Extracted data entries

==========

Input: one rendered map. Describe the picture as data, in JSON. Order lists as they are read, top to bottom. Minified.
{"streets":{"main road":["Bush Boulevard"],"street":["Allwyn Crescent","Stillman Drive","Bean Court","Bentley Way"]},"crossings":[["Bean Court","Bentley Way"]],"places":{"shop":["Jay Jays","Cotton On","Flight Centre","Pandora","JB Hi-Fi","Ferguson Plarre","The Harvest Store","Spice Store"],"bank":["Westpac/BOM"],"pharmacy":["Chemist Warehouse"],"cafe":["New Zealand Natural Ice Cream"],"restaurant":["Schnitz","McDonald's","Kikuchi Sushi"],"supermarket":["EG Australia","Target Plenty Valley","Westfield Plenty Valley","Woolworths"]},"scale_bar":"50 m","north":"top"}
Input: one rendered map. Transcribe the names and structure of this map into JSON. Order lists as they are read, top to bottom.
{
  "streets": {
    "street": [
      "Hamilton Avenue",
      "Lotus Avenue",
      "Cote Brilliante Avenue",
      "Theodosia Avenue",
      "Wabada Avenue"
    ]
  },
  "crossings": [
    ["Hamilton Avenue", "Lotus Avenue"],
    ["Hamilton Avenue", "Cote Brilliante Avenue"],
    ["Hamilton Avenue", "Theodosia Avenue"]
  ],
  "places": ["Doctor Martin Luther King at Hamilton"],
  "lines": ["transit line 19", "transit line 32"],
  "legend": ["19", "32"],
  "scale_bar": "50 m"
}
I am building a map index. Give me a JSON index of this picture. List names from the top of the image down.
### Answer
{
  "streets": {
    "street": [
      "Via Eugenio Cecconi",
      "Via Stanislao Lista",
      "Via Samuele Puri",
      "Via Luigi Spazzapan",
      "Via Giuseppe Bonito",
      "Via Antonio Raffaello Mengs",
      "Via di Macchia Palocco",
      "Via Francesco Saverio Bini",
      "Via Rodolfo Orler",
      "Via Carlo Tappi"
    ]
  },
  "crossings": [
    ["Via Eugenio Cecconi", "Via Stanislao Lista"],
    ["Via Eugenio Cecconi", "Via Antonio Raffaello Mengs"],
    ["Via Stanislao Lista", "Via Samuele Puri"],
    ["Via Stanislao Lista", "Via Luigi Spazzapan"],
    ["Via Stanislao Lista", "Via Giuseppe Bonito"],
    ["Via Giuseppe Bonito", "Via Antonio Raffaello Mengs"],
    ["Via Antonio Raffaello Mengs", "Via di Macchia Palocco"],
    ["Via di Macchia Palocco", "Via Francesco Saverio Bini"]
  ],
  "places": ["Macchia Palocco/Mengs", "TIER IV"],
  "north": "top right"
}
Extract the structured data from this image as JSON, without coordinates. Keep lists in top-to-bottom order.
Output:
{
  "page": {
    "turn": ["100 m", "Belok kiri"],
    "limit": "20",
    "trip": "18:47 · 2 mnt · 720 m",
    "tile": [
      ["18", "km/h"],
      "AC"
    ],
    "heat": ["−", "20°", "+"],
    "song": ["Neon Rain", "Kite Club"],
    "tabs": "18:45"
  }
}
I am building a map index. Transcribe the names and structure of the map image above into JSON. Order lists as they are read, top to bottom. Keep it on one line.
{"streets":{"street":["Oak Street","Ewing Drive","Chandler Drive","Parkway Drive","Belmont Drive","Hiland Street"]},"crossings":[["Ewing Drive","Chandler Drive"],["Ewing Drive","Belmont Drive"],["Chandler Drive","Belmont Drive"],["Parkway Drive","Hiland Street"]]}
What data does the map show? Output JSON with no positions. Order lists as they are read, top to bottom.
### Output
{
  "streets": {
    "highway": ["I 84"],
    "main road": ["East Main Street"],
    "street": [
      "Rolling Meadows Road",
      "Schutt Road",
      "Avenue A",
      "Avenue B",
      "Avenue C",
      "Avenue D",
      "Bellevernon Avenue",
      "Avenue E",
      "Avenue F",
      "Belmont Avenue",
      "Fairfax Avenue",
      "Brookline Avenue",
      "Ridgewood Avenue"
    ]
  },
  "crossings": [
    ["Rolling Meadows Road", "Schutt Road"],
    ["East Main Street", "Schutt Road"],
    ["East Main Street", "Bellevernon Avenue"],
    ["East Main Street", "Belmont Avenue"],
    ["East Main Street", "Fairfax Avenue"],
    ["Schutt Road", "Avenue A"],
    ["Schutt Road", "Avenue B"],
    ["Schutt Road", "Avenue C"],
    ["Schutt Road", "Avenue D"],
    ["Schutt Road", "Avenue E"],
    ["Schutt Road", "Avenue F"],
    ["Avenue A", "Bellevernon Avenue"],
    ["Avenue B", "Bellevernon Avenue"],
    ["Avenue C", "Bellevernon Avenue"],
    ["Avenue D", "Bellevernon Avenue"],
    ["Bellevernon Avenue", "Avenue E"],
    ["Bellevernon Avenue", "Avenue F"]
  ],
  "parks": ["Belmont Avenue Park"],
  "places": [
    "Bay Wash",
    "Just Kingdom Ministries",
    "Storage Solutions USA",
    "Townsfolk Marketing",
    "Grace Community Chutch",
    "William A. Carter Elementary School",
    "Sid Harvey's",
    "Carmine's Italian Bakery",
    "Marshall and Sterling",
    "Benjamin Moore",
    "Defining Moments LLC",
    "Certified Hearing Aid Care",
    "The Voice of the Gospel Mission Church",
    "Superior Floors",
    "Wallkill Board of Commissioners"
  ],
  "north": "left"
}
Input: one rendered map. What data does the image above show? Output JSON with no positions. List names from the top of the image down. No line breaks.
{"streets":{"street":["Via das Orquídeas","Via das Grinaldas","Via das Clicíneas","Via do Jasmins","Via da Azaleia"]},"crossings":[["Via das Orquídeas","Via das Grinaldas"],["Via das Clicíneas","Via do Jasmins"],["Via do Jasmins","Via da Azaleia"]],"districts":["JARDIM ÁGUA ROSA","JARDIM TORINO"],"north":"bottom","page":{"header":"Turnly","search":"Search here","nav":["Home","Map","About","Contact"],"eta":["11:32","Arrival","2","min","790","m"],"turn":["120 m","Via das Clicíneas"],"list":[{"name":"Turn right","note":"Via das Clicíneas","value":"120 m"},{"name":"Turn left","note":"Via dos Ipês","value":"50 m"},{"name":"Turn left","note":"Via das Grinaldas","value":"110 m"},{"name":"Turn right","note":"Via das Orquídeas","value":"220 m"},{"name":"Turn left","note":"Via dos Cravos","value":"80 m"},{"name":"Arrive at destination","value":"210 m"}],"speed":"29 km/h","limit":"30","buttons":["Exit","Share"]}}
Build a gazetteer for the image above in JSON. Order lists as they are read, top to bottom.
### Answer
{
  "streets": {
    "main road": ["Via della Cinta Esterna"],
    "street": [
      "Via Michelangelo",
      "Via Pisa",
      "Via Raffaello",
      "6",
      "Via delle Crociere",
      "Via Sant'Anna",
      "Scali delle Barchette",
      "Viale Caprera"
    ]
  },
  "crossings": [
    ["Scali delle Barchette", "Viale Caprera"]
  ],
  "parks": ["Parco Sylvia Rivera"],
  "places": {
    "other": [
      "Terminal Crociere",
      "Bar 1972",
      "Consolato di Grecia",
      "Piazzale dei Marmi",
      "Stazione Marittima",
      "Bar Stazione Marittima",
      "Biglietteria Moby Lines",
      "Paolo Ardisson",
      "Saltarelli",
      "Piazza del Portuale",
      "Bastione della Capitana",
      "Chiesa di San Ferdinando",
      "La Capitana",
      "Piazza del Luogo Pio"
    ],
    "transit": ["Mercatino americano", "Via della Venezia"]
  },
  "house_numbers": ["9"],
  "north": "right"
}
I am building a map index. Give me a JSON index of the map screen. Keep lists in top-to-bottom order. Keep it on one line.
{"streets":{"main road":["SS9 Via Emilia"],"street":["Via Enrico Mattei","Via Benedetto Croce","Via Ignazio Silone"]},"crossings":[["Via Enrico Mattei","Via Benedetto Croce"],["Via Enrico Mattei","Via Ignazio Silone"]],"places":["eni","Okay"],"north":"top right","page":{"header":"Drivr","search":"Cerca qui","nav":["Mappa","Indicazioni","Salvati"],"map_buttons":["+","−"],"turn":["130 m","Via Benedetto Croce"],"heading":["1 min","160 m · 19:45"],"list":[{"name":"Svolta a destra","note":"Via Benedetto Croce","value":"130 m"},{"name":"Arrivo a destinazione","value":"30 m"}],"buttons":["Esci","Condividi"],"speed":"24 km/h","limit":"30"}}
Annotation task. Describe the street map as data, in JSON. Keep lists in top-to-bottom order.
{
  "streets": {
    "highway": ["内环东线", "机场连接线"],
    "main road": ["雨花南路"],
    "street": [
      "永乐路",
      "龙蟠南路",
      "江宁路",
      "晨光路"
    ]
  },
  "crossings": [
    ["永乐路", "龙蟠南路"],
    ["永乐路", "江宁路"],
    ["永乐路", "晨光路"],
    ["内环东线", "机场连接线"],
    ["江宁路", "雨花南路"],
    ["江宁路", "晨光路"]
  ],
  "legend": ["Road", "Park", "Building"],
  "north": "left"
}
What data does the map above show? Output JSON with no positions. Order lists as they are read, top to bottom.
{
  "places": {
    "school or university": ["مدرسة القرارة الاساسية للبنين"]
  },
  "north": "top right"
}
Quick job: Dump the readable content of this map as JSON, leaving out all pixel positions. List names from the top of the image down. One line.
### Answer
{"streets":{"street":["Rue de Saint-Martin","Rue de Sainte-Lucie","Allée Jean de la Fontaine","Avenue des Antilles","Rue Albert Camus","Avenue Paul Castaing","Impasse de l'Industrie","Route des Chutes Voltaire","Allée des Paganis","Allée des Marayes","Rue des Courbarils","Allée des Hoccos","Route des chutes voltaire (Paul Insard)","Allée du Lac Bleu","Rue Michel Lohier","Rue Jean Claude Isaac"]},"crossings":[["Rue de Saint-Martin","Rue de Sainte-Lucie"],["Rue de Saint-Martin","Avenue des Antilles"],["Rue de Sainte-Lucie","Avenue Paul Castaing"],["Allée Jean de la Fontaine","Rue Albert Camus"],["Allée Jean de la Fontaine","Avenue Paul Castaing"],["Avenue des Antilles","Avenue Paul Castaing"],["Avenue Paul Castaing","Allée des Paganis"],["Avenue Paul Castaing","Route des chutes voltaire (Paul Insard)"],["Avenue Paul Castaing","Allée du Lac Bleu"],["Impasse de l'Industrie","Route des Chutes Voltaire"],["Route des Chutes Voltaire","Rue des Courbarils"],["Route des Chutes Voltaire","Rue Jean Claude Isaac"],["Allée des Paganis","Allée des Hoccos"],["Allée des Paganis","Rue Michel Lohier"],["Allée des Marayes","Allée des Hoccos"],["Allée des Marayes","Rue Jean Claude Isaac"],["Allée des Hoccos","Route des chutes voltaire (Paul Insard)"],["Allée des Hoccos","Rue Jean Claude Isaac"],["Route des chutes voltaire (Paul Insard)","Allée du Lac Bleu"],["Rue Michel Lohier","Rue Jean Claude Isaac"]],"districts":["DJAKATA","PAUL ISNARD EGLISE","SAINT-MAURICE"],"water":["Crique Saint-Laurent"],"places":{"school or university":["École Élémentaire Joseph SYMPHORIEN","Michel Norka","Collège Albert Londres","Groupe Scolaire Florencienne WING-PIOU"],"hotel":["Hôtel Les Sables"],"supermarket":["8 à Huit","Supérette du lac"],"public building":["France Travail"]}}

==========

-- EXERCISE INSTRUCTIONS --
Working from the records above, write out verbatim only the lines from the line containing "Extract the structured" through the line containing "What data does the map show?".

-- EXPECTED OUTPUT --
Extract the structured data from this image as JSON, without coordinates. Keep lists in top-to-bottom order.
Output:
{
  "page": {
    "turn": ["100 m", "Belok kiri"],
    "limit": "20",
    "trip": "18:47 · 2 mnt · 720 m",
    "tile": [
      ["18", "km/h"],
      "AC"
    ],
    "heat": ["−", "20°", "+"],
    "song": ["Neon Rain", "Kite Club"],
    "tabs": "18:45"
  }
}
I am building a map index. Transcribe the names and structure of the map image above into JSON. Order lists as they are read, top to bottom. Keep it on one line.
{"streets":{"street":["Oak Street","Ewing Drive","Chandler Drive","Parkway Drive","Belmont Drive","Hiland Street"]},"crossings":[["Ewing Drive","Chandler Drive"],["Ewing Drive","Belmont Drive"],["Chandler Drive","Belmont Drive"],["Parkway Drive","Hiland Street"]]}
What data does the map show? Output JSON with no positions. Order lists as they are read, top to bottom.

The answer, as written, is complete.